* Input
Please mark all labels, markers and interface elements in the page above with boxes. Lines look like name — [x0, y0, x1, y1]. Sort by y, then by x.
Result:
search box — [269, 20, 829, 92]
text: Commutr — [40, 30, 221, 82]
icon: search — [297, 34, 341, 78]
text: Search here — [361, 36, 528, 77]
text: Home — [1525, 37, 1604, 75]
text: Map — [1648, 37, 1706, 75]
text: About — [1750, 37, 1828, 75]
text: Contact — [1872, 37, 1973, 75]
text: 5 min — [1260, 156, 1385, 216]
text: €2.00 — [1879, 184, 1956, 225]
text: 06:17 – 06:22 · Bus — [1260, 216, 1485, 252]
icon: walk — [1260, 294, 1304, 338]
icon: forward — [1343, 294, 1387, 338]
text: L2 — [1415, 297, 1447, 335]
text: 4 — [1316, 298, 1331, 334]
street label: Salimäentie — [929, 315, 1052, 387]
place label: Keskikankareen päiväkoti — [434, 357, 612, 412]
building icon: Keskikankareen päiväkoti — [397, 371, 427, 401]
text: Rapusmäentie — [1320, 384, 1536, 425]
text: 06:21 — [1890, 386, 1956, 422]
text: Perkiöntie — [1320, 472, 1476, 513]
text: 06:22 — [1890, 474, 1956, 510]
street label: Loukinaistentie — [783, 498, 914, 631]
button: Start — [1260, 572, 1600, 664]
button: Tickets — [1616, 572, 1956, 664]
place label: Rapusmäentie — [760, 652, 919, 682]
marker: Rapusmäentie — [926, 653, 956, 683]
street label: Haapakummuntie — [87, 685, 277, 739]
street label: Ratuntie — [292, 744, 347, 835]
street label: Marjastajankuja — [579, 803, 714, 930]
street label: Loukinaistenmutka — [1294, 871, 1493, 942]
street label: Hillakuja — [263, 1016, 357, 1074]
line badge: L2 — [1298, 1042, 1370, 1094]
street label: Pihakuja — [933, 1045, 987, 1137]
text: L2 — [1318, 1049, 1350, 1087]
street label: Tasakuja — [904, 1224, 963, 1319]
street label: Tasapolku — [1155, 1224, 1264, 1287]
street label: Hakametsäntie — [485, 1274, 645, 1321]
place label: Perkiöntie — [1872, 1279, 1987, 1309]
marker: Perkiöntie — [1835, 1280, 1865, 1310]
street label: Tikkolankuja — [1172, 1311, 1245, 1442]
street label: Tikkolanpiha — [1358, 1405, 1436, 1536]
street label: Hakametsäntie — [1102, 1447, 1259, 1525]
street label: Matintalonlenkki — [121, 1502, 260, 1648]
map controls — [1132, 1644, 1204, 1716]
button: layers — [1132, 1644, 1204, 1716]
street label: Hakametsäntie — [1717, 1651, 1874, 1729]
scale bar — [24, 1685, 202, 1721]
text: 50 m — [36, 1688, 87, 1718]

==

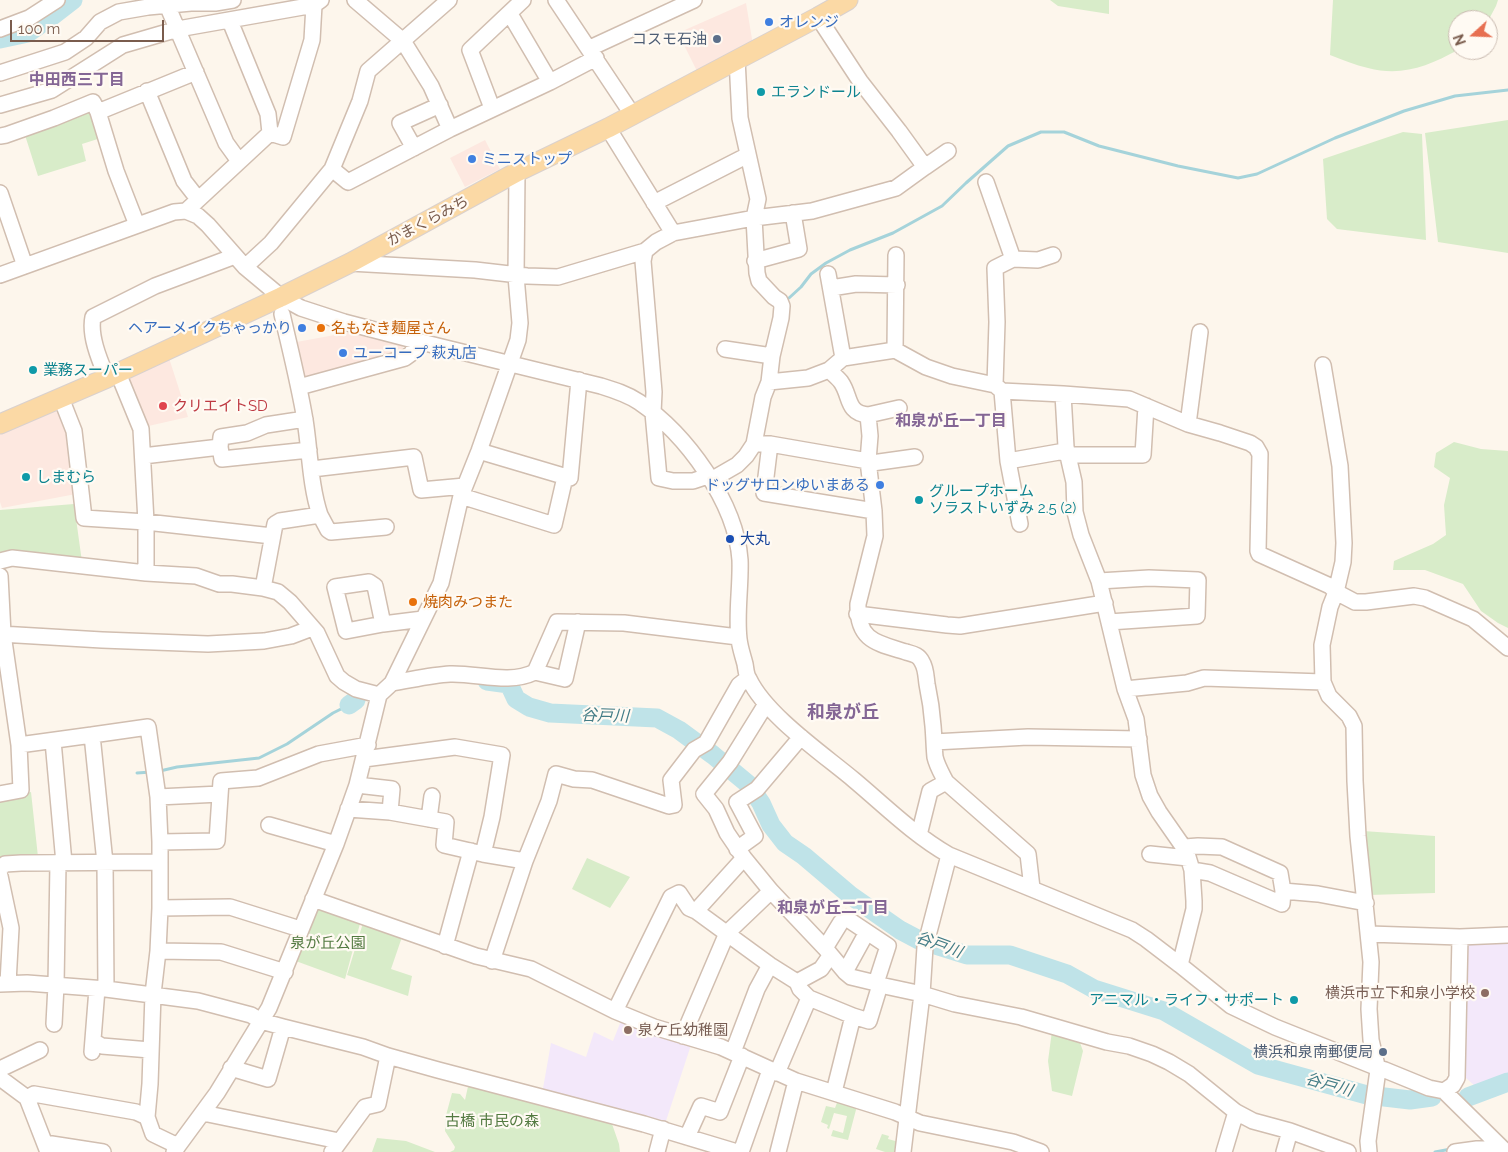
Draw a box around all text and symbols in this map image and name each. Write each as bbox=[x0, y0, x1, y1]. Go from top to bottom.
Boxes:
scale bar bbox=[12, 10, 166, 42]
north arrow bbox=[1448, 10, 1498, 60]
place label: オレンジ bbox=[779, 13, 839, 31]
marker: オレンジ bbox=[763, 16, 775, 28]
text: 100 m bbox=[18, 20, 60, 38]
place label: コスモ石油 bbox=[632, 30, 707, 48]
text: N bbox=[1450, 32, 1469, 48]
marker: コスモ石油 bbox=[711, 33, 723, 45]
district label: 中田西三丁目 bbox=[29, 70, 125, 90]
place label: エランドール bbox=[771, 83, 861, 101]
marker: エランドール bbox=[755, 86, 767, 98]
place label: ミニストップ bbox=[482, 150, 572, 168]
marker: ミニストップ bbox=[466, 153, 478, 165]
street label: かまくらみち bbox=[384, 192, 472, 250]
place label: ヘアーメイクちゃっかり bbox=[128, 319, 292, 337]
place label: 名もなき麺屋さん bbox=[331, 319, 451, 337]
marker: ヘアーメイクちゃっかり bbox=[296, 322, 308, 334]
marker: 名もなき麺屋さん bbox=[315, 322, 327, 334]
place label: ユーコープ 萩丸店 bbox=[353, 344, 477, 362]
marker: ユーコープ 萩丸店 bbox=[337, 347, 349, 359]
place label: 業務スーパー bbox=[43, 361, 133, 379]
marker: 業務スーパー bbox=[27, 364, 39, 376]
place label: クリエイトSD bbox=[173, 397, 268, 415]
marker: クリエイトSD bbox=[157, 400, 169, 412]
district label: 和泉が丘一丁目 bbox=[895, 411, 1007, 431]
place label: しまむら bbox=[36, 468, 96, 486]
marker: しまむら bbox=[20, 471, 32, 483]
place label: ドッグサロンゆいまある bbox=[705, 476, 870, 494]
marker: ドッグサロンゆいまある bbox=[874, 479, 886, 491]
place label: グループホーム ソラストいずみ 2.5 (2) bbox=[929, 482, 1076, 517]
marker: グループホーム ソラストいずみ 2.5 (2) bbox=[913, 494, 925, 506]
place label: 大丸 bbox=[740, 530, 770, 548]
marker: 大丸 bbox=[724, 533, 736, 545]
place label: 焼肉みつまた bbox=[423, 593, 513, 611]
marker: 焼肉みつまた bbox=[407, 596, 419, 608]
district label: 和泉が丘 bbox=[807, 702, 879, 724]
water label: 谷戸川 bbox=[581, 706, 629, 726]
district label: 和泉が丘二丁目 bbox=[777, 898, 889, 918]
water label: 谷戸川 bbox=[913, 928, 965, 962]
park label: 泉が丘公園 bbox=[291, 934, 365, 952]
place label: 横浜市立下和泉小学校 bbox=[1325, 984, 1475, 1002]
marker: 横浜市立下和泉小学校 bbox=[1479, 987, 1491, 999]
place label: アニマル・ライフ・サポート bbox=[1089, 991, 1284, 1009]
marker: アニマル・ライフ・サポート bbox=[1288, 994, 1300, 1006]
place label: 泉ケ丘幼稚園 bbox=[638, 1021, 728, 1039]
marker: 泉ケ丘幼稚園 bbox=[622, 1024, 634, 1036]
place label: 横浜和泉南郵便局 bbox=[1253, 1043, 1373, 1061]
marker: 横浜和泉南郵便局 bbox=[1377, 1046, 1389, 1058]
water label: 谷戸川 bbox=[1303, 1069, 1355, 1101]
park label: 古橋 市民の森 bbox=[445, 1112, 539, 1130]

...

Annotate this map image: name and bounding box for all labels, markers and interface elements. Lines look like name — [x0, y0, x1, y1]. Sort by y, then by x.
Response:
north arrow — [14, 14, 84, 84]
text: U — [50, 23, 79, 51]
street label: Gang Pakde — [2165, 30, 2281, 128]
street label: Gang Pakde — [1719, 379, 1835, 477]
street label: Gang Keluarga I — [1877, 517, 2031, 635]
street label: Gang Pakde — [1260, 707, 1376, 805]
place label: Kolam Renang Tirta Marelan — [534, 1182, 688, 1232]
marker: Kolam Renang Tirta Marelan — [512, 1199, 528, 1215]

* Problem details
When a line in the entries above contains "like", count it; please answer with the number only.

* Answer space
2